3D-Printed Rover Takes to the Wastelands

 

Typically, a story involving two non-engineering types tackling an unforgiving landscape in a vehicle inspired by technology with the goal of spreading a worthwhile message … ends up being the plot of a sci-fi horror flick.

However, it appears Liesbeth and Edwin ter Velde’s trip around Antarctica in their Solar Voyager could be a major success, for more reasons than one.

Along with all the unique dynamics that accompany its climate, Antarctica also stands out as possibly the only place on the planet where it’s illegal to litter or leave any garbage behind. Any visitors must take their trash with them.

This played a part in the Dutch couple deciding to select a 3,000-mile, roadless stretch on the continent to help reinforce their feelings about eliminating, or at least reducing, plastic waste. Complementing their goal is the fact that their journey is being made in a 52-foot-long, solar-powered snow rover partially 3D-printed from waste plastic.

The couple’s inspiration began with Edwin’s use of plastic, from their own trash, and a commercial 3D printer. From this, he was able to create a lightweight, honeycomb-shaped block he dubbed the HexCore.

From there, he partnered with material makers DuFor and Innofil3D to create 4,000 of these cores in building the hull of what would become the Solar Voyager.

Three years and 40 printers later, the fully functional Solar Voyager is comprised of 15% upcycled plastic. In total it weighs nearly 3,300 pounds with 4-foot-tall rubber tires and an undercarriage comprised of Twaron — a material so strong it’s typically reserved for armored cars and bulletproof vests.

Nearly all of the rover’s power, which flows from 10 solar panels producing 3,500 watts of energy, is used to propel the vehicle at a mind-blowing 5 mph. This means two things.

First, that 3,000-mile journey that began in December will take about 25 days, as the rover is able to run 24 hours a day — thanks to the sun never setting between late October and late February in Antarctica.

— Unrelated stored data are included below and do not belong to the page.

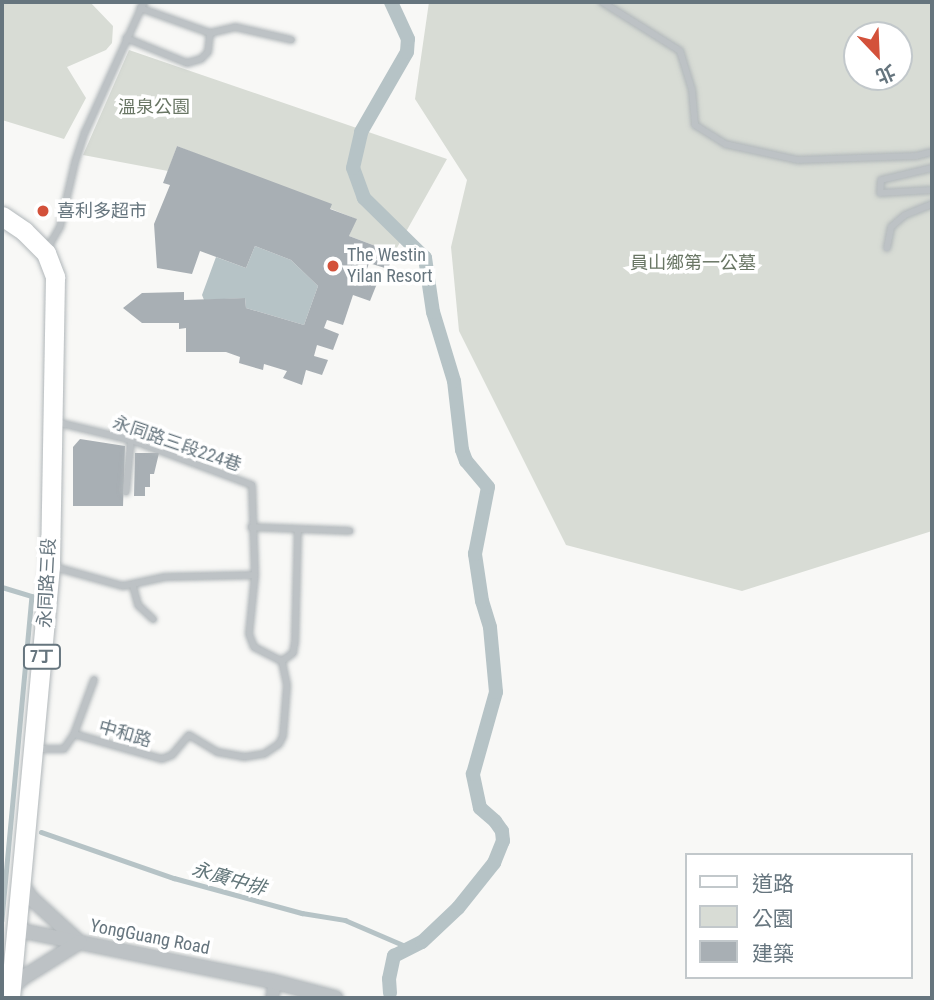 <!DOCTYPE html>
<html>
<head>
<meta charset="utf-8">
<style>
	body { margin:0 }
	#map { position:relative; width:934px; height:1000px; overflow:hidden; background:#f8f8f6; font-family:"Roboto Condensed","Noto Sans TC",sans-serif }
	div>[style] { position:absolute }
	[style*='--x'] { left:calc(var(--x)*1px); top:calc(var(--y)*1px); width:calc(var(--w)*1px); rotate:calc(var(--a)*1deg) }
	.green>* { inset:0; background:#d8dcd5 }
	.water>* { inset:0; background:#b6c3c6 }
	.stream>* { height:4.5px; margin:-2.25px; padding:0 2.25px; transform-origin:2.25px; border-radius:2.25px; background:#b6c3c6 }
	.canal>* { height:14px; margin:-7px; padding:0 7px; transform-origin:7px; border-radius:7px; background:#b6c3c6 }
	.building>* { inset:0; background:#a8afb4 }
	.roads { filter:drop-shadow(0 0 2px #b1b7ba) drop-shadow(0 0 2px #b1b7ba) }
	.service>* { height:6px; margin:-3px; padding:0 3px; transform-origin:3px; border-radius:3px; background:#bdc2c5 }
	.minor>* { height:12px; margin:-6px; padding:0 6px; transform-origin:6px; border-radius:6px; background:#bdc2c5 }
	.tertiary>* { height:14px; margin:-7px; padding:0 7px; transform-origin:7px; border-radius:7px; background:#bdc2c5 }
	.primary>* { height:19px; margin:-9.5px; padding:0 9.5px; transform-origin:9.5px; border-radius:9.5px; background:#fff }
	.dots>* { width:19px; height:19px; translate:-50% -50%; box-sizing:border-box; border:4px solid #fff; border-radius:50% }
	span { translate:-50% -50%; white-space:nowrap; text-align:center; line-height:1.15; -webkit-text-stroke:7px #fff; paint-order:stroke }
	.shield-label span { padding:2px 5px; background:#fff; border:2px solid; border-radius:5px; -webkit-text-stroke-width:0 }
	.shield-label { font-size:16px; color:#66757e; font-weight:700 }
	.park-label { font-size:18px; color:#697664 }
	.poi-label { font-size:18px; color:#66757e }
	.left { translate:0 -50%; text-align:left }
	.street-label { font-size:18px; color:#66757e }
	.water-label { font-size:19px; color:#607478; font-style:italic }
	.frame { position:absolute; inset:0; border:4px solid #66757e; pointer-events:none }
	.legend { position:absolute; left:685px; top:853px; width:228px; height:126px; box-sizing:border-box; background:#fff; border:2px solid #c2c8cb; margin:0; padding:9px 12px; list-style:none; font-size:21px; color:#66757e }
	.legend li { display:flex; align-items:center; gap:14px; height:35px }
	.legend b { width:35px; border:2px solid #c2c8cb }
	.north { position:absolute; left:843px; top:21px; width:70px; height:70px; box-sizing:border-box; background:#fff; border:2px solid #c2c8cb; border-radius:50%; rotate:157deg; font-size:19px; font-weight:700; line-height:28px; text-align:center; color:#66757e }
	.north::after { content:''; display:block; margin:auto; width:24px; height:32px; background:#d3513a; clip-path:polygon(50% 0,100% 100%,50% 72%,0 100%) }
</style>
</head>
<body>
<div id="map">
	<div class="green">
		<div style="clip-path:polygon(2px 2px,90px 2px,113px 26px,112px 43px,106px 50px,67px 67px,86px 98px,64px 139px,2px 120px)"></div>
		<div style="clip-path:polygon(evenodd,429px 2px,932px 2px,932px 531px,742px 591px,566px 545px,459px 331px,451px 247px,467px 180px,415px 99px,429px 2px,857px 35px,899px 35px,899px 77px,857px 77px,857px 35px)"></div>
		<div style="clip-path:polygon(129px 50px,447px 159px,394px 253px,349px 236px,356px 219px,177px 146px,168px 171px,83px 155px)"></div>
	</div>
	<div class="water">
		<div style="clip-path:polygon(255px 246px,291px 260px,318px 286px,304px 325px,246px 308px,245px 298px,204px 300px,202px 295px,216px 257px,246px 268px)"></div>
	</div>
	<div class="stream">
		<div style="--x:2;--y:587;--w:31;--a:17"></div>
		<div style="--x:32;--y:596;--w:326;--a:95.3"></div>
		<div style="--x:41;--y:832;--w:141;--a:19.1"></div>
		<div style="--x:174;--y:878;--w:133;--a:15.3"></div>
		<div style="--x:302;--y:913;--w:44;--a:9.2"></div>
		<div style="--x:345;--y:920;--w:71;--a:23.3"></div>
	</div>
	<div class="canal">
		<div style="--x:390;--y:993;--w:14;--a:-94"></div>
		<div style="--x:389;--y:979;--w:24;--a:-78"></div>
		<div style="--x:394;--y:956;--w:31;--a:-27"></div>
		<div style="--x:422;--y:942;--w:50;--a:-43.4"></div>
		<div style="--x:458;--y:908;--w:58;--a:-51.3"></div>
		<div style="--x:494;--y:863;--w:24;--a:-68"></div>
		<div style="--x:503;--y:841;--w:10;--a:-96"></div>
		<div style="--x:502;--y:831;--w:12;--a:-125"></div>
		<div style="--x:495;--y:821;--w:20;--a:-139"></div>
		<div style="--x:480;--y:808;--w:35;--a:-102"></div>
		<div style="--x:473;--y:774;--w:85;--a:-74.3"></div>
		<div style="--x:496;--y:692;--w:65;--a:-95.3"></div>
		<div style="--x:490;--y:627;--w:27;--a:-107"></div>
		<div style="--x:482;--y:601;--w:48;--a:-98.5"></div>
		<div style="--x:475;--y:554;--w:68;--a:-79"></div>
		<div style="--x:488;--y:487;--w:34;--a:-130"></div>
		<div style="--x:466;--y:461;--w:12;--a:-110"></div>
		<div style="--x:462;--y:450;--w:69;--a:-96.6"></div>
		<div style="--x:454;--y:381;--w:72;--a:-106.9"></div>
		<div style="--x:433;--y:312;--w:55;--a:-98.4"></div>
		<div style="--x:425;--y:258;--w:86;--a:-135.5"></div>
		<div style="--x:364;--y:198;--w:32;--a:-110"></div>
		<div style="--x:353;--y:168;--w:37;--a:-77"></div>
		<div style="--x:361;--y:132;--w:92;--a:-60.1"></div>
		<div style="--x:407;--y:52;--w:13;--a:-86"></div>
		<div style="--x:408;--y:39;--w:41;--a:-114.7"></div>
	</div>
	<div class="building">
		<div style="clip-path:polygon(177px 146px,332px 204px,330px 209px,357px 219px,349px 236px,394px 253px,388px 269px,369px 263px,365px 275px,378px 281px,370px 301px,353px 295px,343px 325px,327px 320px,324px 328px,339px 334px,333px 350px,317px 345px,314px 356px,328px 360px,322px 375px,306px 370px,302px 385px,283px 378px,287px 371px,264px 364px,263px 370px,239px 363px,240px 357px,226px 352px,186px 352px,186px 328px,179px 329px,179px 323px,142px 323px,123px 308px,142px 293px,184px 292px,184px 300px,245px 298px,246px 308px,304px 325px,318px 286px,291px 260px,255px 246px,246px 268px,200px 251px,192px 274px,157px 268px,154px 224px,170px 185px,163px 183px)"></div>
		<div style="clip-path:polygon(80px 439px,125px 446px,123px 506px,73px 506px,73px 447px)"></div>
		<div style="clip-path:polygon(135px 453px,159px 453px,154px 474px,150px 474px,150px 487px,145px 487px,145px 496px,134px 496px)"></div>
	</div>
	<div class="roads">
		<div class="service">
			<div style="--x:602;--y:2;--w:92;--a:32.1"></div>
			<div style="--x:680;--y:51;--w:41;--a:72.9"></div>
			<div style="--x:692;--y:90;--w:35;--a:85"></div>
			<div style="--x:695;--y:125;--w:36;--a:32"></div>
			<div style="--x:725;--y:144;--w:75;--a:12.4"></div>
			<div style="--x:798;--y:160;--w:118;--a:-1.9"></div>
			<div style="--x:916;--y:156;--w:16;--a:-14"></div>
			<div style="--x:140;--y:8;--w:74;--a:19.7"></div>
			<div style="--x:210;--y:33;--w:26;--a:-13"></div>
			<div style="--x:235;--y:27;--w:58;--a:12.8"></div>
			<div style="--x:126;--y:38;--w:66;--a:22.3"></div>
			<div style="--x:187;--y:63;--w:15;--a:-16"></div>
			<div style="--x:201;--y:59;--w:10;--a:-45"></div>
			<div style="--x:208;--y:52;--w:19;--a:-84"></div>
			<div style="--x:932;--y:168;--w:52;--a:166.8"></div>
			<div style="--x:881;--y:180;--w:13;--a:94"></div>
			<div style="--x:880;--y:193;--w:52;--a:-3.3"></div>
			<div style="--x:887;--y:248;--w:21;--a:-79"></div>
			<div style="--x:891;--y:227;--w:18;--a:-41"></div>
			<div style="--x:905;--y:215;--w:29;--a:-22"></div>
			<div style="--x:46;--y:251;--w:28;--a:-60"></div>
			<div style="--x:60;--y:227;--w:67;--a:-77"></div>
			<div style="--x:75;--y:162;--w:32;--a:-72"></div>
			<div style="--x:85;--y:132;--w:143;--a:-65.6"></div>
			<div style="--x:56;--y:422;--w:77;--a:13.5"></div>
			<div style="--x:131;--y:440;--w:129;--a:20.4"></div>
			<div style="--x:252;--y:485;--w:90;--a:88.1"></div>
			<div style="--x:255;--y:575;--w:59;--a:95.8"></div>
			<div style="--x:249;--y:634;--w:14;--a:69"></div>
			<div style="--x:254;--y:647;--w:31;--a:27"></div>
			<div style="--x:126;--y:492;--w:52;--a:-84.5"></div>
			<div style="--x:251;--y:527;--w:99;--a:2.3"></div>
			<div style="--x:51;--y:566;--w:75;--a:15.5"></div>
			<div style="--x:123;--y:586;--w:43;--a:-12.1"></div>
			<div style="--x:165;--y:577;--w:90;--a:-1.3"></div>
			<div style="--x:133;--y:586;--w:20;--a:75"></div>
			<div style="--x:138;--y:605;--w:21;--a:43"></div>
			<div style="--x:282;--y:661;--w:14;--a:-36"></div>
			<div style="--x:293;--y:653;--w:11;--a:-80"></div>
			<div style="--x:295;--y:642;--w:113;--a:-88.5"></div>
			<div style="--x:74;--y:734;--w:58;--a:-69.7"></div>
			<div style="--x:37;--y:749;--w:27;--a:0"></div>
			<div style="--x:64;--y:749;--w:18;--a:-56"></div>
			<div style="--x:74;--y:734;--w:91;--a:15.9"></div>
			<div style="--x:162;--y:759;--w:11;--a:-22"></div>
			<div style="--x:172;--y:755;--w:26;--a:-50"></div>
			<div style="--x:189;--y:735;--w:33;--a:31"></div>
			<div style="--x:217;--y:752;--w:27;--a:10"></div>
			<div style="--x:244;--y:757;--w:20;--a:-9"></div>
			<div style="--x:264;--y:754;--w:18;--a:-34"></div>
			<div style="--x:279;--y:744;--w:9;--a:-63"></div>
			<div style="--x:283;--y:736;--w:51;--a:-85.5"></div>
			<div style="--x:287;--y:685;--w:25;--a:-102"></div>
		</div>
		<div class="minor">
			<div style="--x:272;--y:998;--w:16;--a:-79"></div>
		</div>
		<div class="tertiary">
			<div style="--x:22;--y:884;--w:17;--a:57"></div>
			<div style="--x:31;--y:898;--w:61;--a:42.3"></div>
			<div style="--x:18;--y:930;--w:258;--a:11.4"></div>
			<div style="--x:271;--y:981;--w:67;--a:14.7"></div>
			<div style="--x:11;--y:989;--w:18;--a:-43"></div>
			<div style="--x:24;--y:977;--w:66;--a:-32"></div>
		</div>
		<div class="primary">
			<div style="--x:2;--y:216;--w:27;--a:34"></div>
			<div style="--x:24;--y:231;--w:31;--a:45"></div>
			<div style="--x:46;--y:253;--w:26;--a:69"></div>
			<div style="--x:55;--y:277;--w:289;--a:91"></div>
			<div style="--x:50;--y:566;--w:434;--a:95.3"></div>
		</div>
	</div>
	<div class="dots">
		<div style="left:43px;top:211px;background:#d3513a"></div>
		<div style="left:333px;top:266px;background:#d3513a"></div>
	</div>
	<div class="shield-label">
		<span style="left:42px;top:657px">7丁</span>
	</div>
	<div class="park-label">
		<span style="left:154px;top:107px">溫泉公園</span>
		<span style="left:693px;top:263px">員山鄉第一公墓</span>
	</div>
	<div class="poi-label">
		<span class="left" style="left:57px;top:211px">喜利多超市</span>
		<span class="left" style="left:347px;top:266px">The Westin<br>Yilan Resort</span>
	</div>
	<div class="street-label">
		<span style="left:177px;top:444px;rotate:19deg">永同路三段224巷</span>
		<span style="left:47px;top:583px;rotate:-87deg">永同路三段</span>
		<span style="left:125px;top:734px;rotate:16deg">中和路</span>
		<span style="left:150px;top:937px;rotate:11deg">YongGuang Road</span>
	</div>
	<div class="water-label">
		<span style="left:229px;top:879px;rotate:16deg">永廣中排</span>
	</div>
	<div class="frame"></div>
	<ul class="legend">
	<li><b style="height:9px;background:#fff"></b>道路</li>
	<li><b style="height:19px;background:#d8dcd5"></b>公園</li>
	<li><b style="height:19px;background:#a8afb4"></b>建築</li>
	</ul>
	<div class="north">北</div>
</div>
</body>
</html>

Second, there’s not enough power left for creature comforts like a heater. So, the couple depends on a couple of key technologies to battle the subzero temps. Infrared windows made of self-heating polycarbonate keep the windows from freezing over, and six steel solar vacuum tubes are used to melt snow and boil water.

The couple’s journey will end at the geographic South Pole in mid-January.